Les dépenses fédérales, fort modérées d'ailleurs, sont à peu près exclusivement couvertes par le produit des droits de douane et par le produit de la vente des terres publiques. Les dépenses locales des états et des communes sont seules payées au moyen de taxes directes, et ces dernières, d'ailleurs, sont en quelque sorte insignifiantes, eu égard aux moyens des contribuables.

Trois causes principales expliquent l'économie qui préside aux dépenses publiques aux États-Unis: 1° L'absence d'armée régu lière en temps de paix; car on ne saurait appeler armée dix mille hommes de troupes sur vingt et quelques millions d'habitants; 2° l'absence à peu près absolue de sinécures; 3° enfin, l'absence d'une dette publique. Si l'on pouvait supprimer ces trois chapitres du budget français, on verrait quelle immense économie il en résulterait.

Il est bien vrai que lorsqu'il survient une guerre, les États-Unis la font plus dispendieusement que toute autre puissance, parce que l'armée ne se recrutant guère que de volontaires, il faut que la paye soit élevée en proportion du prix ordinaire de la journée de travail; parce qu'ensuite rien n'est organisé pour la guerre, et que tous les services se font à l'entreprise, sans ensemble, chèrement et mal; si la guerre revenait souvent, il est probable qu'il y aurait économie à entretenir une armée régulière; mais comme heureusement la guerre ne survient qu'à de rares intervalles, il vaut encore mieux le faire plus chèrement que de s'imposer annuellement et d'une manière permanente des dépenses qui finissent par devenir ruineuses. D'ailleurs, il y a contre l'existence d'une armée régulière des considérations bien autrement importantes que celles résultant d'une économie pécuniaire.

Quant aux sinécures, on ne comprend pas, dans une société laborieuse, économe et surtout éminemment utilitaire, ces positions exceptionnelles de loisir créées aux dépens du public. Ainsi, point de place qui ne soit rigoureusement indispensable. Le moindre emploi, il est vrai, fait amplement vivre l'homme qui l'occupe; mais il n'y a que peu ou point d'états-majors, et les

emplois supérieurs sont comparativement moins rétribués que les inférieurs. De tout cela il résulte qu'il y a moins d'employés, qu'ils travaillent davantage, et que, quoiqu'ils soient généralement mieux payés, l'État y trouve une notable économie.
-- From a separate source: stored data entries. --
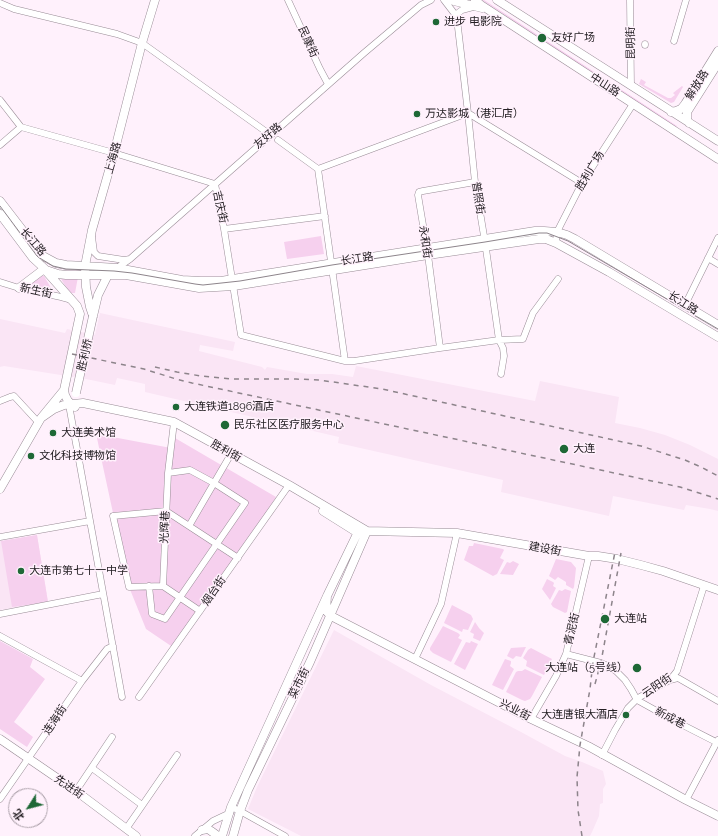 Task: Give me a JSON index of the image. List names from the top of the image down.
{
  "streets": {
    "main road": [
      "中山路",
      "解放路",
      "上海路",
      "长江路",
      "胜利桥",
      "胜利街",
      "建设街",
      "菜市街",
      "兴业街",
      "先进街"
    ],
    "street": [
      "民康街",
      "昆明街",
      "友好路",
      "胜利广场",
      "普照街",
      "吉庆街",
      "永和街",
      "新生街",
      "光辉巷",
      "烟台街",
      "青泥街",
      "云阳街",
      "新成巷",
      "连海街"
    ]
  },
  "crossings": [
    ["民康街", "友好路"],
    ["昆明街", "中山路"],
    ["中山路", "解放路"],
    ["中山路", "胜利广场"],
    ["友好路", "吉庆街"],
    ["友好路", "长江路"],
    ["上海路", "吉庆街"],
    ["上海路", "长江路"],
    ["上海路", "胜利桥"],
    ["胜利广场", "长江路"],
    ["普照街", "长江路"],
    ["普照街", "永和街"],
    ["吉庆街", "长江路"],
    ["长江路", "永和街"],
    ["长江路", "胜利桥"],
    ["新生街", "胜利桥"],
    ["胜利桥", "胜利街"],
    ["胜利街", "光辉巷"],
    ["胜利街", "建设街"],
    ["胜利街", "烟台街"],
    ["胜利街", "菜市街"],
    ["建设街", "青泥街"],
    ["建设街", "菜市街"],
    ["建设街", "云阳街"],
    ["青泥街", "兴业街"],
    ["菜市街", "兴业街"],
    ["云阳街", "兴业街"],
    ["云阳街", "新成巷"],
    ["连海街", "先进街"]
  ],
  "places": [
    "进步 电影院",
    "友好广场",
    "万达影城（港汇店）",
    "大连铁道1896酒店",
    "民乐社区医疗服务中心",
    "大连美术馆",
    "大连",
    "文化科技博物馆",
    "大连市第七十一中学",
    "大连站",
    "大连站（5号线）",
    "大连唐银大酒店"
  ],
  "north": "bottom left"
}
Pour n'avoir pas la charge d'une dette, les Etats-Unis ont employé le moyen vulgaire, ils ont payé. La guerre de l'indépendance et celle de 1812 leur avaient laissé sur les bras une dette énorme relativement aux moyens, de la population; mais on s'est soumis à des sacrifices pour s'acquiter, et l'on y est parvenu. Dans ces derniers temps il s'en est accumulé une autre, en conséquence de la guerre, heureusemeut terminée, contre le Mexique; sans aucun doute on agira de même on s'imposera des sacrifices pendant quelques années, jusqu'à ce que la dette soit acquittée.

On peut évaluer les dépenses fédérales ordinaires à 6 francs. par personne, et les dépenses locales, en moyenne, à 9 francs : ensemble 15 francs, lorsqu'en France, où l'aisance est beaucoup moins grande, la dépense moyenne, nécessaire pour subvenir aux dépenses du gouvernement, s'élève à plus de 40 francs par personne (1).
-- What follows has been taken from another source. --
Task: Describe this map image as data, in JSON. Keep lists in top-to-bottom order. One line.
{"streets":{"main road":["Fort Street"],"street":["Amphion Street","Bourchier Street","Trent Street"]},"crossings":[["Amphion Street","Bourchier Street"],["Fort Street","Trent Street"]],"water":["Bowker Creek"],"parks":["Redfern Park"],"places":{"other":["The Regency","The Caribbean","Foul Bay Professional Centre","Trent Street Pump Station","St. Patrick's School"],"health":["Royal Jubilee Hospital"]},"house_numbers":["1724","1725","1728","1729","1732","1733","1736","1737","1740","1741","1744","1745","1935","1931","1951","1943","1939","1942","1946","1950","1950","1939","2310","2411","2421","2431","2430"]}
Cette grande modération dans le chiffre des contributions est, comme on le conçoit aisément, très-favorable à la production et au rapide développement de la richesse. Par ce moyen, chaque contribuable se trouve à même de capitaliser annuellement une partie de son revenu, et, par conséquent, de lui donner une destination productive. Si l'on réfléchit ensuite que le chiffre de ces revenus, ainsi capitalisés, excède un demi-milliard de francs par an, en prenant les dépenses gouvernementales de la France pour point de comparaison, on pourra se faire une idée de la prodigieuse impulsion que doit en recevoir la fortune générale.

Si l'on pouvait, par exemple, au moyen du licenciement d'une grande partie de l'armée, et de quelques autres économies, réduire le budget français de cinq cents millions, la production serait naturellement augmentée annuellement de toute l'importance de ce nouveau capital employé productivement, lequel irait toujours croissant comme les intérêts composés. De sorte qu'au

(1) Ces chiffres bien évidemment ne sont qu'approximatifs : une comparaison rigoureusement exacte est à peu près impossible à faire.

bout d'un quart de siècle, l'accumulation des richesses qui en résulterait serait véritablement énorme. Or, cette économie est habituelle aux États-Unis: ce qui sert à expliquer pourquoi le mouvement ascensionnel de la richesse y est si rapide et si régulier.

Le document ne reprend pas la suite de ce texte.